Sebbene Fayyad non sia riuscito a ottenere uno Stato Palestinese de facto entro il 2011 come aveva pianificato, sicuramente ha portato a enormi risultati per il benessere dei Palestinesi della Cisgiordania e una garanzia a livello internazionale, tanto che persino il Segretario di Stato Americano Kerry, sembra abbia cercato fino all’ultimo di convincere il Primo Ministro a non dimettersi. Ma le distanze tra Fayyad e Abbas erano troppo grandi e mancava da tempo fiducia reciproca e una visione condivisa del futuro palestinese.

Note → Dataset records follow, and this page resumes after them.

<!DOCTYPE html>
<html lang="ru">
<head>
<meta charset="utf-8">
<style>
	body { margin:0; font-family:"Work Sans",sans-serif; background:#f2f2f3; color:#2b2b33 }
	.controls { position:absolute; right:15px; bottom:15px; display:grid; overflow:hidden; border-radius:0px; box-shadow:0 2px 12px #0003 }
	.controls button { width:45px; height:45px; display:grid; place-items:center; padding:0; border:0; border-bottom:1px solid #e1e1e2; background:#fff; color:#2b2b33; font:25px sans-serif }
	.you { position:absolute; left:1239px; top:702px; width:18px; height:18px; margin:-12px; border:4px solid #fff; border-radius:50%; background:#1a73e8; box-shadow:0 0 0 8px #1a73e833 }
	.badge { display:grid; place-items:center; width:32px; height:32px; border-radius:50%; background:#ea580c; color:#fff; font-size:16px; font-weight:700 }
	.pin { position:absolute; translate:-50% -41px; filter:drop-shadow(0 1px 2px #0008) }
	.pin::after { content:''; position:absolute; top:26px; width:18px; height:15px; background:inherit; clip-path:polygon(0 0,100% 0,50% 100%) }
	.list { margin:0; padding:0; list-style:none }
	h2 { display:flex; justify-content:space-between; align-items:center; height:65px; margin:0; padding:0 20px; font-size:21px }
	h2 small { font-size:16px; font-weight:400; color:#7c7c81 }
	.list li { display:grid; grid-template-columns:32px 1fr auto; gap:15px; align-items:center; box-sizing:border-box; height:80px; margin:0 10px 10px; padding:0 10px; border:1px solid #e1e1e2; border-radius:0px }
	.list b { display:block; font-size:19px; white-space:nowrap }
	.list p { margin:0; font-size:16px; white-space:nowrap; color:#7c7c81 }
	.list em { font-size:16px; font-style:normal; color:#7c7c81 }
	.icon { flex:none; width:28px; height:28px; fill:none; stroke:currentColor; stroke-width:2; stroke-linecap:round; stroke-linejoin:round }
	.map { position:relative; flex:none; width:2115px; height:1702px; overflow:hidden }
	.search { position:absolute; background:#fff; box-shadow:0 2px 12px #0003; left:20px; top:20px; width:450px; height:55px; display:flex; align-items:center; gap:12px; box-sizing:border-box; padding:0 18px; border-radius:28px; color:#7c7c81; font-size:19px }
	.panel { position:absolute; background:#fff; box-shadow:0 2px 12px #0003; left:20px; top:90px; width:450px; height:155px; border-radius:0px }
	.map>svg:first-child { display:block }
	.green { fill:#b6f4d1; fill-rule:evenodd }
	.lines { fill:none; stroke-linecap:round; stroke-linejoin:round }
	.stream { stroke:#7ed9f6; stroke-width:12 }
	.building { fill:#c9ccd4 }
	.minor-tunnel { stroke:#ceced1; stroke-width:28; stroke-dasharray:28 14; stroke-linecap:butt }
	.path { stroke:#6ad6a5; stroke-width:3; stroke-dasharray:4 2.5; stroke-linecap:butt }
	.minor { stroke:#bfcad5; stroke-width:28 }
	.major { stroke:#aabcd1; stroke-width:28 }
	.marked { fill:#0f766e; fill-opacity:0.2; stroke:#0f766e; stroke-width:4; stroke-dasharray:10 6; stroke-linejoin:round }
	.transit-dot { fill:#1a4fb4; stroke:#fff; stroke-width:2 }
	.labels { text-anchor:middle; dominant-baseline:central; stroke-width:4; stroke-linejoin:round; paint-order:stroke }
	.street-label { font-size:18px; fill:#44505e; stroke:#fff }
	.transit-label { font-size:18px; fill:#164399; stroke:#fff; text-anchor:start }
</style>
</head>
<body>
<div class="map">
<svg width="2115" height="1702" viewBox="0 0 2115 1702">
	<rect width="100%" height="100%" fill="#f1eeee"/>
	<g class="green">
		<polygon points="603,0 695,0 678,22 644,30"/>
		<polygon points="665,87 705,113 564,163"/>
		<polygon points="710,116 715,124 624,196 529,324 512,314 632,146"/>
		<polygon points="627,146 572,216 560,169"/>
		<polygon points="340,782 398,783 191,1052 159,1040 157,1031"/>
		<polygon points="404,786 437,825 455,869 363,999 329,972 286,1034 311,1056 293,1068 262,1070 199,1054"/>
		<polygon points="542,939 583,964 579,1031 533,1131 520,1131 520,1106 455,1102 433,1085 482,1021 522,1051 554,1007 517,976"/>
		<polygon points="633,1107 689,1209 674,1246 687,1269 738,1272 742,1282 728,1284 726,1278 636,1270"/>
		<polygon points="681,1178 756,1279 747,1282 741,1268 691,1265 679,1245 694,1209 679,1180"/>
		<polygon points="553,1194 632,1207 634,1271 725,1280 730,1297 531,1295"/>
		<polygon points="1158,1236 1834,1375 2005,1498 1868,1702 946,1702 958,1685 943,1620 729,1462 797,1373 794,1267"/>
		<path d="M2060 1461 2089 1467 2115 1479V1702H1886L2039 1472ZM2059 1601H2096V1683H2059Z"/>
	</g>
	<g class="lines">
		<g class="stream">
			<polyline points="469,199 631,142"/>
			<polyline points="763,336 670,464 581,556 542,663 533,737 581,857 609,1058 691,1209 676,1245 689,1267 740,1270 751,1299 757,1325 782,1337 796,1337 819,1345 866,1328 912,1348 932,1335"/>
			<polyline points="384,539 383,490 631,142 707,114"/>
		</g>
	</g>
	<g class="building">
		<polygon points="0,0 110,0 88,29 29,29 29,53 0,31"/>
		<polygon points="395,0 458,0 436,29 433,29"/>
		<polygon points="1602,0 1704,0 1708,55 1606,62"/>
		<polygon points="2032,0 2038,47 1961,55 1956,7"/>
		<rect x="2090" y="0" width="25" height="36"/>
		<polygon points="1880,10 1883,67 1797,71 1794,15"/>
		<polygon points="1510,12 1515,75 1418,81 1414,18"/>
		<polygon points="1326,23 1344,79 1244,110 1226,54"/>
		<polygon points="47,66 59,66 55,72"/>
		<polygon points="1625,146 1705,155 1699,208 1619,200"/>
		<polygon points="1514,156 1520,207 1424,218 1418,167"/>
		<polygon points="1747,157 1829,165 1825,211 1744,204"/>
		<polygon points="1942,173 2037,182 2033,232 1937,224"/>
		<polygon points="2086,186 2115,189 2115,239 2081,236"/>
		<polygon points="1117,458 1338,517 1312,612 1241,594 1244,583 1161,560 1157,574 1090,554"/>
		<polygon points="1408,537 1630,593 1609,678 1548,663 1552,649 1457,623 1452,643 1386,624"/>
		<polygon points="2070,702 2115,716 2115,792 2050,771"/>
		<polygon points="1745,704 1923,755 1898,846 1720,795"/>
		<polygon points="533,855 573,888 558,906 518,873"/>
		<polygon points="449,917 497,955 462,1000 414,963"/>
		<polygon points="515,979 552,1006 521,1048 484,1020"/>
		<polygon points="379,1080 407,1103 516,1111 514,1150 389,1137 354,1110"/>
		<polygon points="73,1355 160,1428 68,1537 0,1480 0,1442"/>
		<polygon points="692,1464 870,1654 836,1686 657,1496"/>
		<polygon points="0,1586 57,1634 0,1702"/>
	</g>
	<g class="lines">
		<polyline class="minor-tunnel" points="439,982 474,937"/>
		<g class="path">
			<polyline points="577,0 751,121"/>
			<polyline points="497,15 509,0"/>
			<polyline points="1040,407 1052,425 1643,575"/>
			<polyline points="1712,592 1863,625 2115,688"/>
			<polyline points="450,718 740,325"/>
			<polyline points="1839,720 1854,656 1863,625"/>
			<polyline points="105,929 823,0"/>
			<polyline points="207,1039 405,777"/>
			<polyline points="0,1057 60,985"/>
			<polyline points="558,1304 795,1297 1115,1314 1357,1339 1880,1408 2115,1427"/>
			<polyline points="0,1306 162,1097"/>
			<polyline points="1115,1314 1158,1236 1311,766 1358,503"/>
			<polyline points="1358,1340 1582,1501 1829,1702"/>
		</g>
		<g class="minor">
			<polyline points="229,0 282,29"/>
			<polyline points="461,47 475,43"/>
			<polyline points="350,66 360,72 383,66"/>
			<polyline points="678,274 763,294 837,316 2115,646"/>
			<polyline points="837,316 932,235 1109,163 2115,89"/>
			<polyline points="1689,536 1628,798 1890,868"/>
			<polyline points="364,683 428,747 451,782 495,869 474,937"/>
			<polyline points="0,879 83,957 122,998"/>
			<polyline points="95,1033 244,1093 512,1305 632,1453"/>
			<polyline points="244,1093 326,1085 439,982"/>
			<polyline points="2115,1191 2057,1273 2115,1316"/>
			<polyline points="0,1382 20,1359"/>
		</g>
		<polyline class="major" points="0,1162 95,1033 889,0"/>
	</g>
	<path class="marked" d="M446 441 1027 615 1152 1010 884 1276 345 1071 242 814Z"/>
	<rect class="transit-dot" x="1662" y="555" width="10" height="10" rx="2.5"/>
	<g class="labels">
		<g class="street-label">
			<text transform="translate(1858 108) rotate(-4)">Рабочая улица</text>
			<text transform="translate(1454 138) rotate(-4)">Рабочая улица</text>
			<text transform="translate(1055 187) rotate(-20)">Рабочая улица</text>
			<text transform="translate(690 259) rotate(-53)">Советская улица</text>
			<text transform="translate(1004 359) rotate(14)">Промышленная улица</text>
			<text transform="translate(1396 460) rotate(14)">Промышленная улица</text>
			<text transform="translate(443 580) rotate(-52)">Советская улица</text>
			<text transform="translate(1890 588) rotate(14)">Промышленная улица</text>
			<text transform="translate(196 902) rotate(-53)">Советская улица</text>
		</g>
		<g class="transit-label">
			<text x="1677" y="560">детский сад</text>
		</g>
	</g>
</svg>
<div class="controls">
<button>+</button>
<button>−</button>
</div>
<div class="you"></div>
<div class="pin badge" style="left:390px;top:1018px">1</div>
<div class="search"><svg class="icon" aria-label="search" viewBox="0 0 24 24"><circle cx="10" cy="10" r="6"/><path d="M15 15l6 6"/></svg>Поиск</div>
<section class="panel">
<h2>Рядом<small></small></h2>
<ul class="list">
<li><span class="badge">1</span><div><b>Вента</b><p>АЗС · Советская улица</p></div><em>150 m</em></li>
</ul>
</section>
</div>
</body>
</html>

Oggi ad Abbas si presenta una sfida notevole: nominare un successore all’altezza di Fayyad riuscendo contemporaneamente ad arginare le aspirazioni di Hamas in Cisgiordania. Una scelta sbagliata rischia di vanificare gli sforzi che hanno creato fiducia, trasparenza e stabilità all’Autorità Palestinese in questi anni. Sforzi apprezzati sia da Israele che dal Quartetto, che rischiano di essere nullificati, portando non solo il processo di pace, ma anche e soprattutto la qualità di vita dei palestinesi della West Bank indietro di diversi anni.